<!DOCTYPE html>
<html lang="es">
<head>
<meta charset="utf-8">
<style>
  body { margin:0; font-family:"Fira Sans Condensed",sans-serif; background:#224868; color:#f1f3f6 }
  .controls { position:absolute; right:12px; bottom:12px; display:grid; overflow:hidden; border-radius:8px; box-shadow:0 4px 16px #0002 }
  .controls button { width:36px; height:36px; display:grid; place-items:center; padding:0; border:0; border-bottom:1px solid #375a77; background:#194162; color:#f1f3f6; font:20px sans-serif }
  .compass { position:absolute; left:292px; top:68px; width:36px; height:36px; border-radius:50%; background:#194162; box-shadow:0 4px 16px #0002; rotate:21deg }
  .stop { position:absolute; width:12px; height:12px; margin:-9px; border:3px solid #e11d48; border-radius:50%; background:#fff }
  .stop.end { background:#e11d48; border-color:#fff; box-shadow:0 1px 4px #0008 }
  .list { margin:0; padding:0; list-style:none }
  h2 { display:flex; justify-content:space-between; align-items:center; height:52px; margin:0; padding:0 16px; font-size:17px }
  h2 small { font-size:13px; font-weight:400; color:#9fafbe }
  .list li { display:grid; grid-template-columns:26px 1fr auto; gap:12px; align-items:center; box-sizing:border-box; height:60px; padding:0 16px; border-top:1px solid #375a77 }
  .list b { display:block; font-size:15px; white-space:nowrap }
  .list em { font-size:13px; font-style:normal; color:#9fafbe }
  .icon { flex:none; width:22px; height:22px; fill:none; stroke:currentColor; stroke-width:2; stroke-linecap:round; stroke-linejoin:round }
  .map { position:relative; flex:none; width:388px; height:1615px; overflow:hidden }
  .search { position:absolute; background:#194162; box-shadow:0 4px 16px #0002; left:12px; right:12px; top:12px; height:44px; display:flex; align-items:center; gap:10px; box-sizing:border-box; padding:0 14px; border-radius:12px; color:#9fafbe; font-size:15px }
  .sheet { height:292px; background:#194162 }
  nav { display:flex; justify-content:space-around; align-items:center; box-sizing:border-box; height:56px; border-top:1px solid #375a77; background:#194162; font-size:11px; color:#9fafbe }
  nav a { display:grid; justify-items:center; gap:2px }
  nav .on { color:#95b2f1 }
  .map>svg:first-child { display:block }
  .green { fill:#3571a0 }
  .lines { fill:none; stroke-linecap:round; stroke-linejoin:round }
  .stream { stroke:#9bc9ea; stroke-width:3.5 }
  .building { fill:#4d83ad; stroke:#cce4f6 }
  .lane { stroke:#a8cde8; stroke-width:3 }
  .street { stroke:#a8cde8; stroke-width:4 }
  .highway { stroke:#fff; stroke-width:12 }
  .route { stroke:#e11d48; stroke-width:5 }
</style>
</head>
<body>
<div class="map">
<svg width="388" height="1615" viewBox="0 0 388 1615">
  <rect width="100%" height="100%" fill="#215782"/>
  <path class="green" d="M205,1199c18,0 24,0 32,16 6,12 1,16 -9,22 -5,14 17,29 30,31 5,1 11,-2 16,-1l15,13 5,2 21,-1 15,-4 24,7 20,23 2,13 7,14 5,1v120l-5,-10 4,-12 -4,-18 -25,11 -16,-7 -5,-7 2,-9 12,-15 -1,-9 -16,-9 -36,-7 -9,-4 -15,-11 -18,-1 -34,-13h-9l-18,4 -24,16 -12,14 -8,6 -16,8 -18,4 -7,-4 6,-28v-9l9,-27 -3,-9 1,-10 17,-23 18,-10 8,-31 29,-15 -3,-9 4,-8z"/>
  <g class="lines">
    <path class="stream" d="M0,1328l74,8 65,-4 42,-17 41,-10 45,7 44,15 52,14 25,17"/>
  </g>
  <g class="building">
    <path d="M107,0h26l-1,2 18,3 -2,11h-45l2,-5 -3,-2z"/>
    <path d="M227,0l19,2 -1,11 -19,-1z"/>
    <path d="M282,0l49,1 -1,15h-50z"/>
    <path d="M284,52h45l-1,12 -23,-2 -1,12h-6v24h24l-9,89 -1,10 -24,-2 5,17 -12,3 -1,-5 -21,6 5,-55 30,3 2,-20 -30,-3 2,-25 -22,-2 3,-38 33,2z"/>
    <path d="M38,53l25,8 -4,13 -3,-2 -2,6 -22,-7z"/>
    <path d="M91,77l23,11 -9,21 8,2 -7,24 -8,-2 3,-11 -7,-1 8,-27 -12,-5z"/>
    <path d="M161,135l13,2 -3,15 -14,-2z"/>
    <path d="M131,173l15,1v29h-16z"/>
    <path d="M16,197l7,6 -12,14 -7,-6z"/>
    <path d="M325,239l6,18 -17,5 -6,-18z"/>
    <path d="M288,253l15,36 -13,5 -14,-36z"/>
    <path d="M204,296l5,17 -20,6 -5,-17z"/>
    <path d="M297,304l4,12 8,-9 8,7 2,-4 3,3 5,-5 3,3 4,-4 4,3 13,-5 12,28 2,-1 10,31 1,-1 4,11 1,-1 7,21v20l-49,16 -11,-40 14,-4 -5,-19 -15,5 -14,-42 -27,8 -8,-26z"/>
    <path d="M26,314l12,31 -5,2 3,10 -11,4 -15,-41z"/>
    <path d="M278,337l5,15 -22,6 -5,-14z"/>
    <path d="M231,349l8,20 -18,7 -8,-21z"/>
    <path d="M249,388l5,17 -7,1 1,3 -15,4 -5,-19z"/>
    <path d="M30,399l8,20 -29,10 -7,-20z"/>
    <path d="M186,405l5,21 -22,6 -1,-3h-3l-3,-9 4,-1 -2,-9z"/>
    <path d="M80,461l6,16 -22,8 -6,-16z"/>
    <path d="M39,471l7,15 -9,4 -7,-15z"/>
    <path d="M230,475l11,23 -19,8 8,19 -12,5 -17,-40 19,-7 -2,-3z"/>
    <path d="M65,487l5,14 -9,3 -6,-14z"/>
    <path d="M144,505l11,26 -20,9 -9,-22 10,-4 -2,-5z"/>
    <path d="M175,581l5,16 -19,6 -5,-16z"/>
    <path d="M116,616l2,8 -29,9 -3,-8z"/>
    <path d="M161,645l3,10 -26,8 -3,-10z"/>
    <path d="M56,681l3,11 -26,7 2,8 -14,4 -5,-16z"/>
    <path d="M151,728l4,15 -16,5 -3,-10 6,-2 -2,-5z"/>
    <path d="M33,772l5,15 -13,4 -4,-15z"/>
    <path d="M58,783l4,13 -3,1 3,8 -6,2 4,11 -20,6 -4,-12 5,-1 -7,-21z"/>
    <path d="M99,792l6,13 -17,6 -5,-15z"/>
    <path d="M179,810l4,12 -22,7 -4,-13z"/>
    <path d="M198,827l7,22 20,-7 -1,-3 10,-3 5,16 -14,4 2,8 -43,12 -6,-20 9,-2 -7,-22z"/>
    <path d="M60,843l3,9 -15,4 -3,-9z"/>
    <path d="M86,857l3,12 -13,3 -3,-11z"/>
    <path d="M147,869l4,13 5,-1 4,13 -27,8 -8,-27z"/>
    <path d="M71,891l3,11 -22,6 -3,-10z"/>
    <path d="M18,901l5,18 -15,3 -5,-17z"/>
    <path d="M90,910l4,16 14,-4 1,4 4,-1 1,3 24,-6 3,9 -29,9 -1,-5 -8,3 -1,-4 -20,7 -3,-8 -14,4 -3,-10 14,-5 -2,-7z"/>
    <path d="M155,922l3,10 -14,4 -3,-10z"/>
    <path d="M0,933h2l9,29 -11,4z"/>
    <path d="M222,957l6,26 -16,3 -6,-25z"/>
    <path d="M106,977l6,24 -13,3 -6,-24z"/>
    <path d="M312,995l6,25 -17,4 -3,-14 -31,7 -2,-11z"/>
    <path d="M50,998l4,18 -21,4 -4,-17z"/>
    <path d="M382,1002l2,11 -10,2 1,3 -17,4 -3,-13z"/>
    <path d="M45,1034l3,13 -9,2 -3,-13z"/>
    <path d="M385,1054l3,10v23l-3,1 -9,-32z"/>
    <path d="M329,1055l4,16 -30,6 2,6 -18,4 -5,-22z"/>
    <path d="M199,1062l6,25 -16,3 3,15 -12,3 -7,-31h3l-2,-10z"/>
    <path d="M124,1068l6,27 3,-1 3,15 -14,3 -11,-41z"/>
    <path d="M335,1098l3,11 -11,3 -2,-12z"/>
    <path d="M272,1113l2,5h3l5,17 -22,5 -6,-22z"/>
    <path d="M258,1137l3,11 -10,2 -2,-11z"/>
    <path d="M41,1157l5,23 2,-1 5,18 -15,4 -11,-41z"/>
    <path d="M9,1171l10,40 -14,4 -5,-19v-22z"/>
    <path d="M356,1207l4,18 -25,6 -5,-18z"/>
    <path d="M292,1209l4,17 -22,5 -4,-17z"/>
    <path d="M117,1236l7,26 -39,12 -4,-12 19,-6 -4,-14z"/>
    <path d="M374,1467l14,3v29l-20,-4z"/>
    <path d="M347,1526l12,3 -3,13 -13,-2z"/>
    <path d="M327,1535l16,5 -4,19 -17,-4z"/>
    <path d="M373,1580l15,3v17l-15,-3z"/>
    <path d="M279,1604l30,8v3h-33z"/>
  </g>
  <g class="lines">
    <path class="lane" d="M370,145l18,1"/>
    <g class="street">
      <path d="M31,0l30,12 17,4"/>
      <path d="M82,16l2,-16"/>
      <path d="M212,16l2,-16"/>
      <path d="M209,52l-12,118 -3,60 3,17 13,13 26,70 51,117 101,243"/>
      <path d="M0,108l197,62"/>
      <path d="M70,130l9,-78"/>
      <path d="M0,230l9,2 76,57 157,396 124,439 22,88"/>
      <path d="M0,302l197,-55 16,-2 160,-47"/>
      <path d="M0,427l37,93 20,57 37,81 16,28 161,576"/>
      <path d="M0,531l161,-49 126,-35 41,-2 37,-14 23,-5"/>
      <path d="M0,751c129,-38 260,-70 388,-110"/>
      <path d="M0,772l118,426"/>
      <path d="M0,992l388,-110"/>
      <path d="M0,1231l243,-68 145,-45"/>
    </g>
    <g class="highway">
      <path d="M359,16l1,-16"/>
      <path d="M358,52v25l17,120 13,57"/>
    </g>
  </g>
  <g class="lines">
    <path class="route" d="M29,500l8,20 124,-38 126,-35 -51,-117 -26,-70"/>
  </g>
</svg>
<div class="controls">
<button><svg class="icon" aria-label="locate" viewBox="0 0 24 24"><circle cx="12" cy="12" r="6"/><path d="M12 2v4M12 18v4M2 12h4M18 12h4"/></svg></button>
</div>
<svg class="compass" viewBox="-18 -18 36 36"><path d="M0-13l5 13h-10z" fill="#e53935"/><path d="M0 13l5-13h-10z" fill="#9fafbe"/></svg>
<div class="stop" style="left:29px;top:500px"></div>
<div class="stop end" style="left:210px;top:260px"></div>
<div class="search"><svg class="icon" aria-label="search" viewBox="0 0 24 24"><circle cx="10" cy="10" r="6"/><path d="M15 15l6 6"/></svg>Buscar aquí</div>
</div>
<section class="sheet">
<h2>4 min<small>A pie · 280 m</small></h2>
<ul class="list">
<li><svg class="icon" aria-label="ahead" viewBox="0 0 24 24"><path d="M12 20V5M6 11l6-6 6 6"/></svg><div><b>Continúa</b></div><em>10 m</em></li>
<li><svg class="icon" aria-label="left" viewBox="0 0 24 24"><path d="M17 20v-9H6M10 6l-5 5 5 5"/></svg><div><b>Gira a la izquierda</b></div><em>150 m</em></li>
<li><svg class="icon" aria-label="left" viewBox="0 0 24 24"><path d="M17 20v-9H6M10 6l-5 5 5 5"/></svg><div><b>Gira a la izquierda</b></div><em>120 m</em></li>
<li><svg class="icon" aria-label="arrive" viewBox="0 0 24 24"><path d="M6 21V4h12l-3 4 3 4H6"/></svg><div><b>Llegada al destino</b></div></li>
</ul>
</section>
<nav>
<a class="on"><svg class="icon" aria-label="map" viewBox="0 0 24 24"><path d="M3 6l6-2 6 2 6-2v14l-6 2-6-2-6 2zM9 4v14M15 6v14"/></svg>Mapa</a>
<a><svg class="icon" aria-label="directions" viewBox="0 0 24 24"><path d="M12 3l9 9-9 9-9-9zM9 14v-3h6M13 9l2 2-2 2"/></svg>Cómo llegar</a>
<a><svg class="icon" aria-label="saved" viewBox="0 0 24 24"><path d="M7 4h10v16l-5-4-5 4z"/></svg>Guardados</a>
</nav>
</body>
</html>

━━━━━━━━━━━━━━━━━━━━

#### [THE PROBLEM]
In the listing above, please copy exactly the lines from the first through the one that contains "width:36px; height:36px; display:grid;", and no others.

#### [EXERCISE ANSWER]
<!DOCTYPE html>
<html lang="es">
<head>
<meta charset="utf-8">
<style>
  body { margin:0; font-family:"Fira Sans Condensed",sans-serif; background:#224868; color:#f1f3f6 }
  .controls { position:absolute; right:12px; bottom:12px; display:grid; overflow:hidden; border-radius:8px; box-shadow:0 4px 16px #0002 }
  .controls button { width:36px; height:36px; display:grid; place-items:center; padding:0; border:0; border-bottom:1px solid #375a77; background:#194162; color:#f1f3f6; font:20px sans-serif }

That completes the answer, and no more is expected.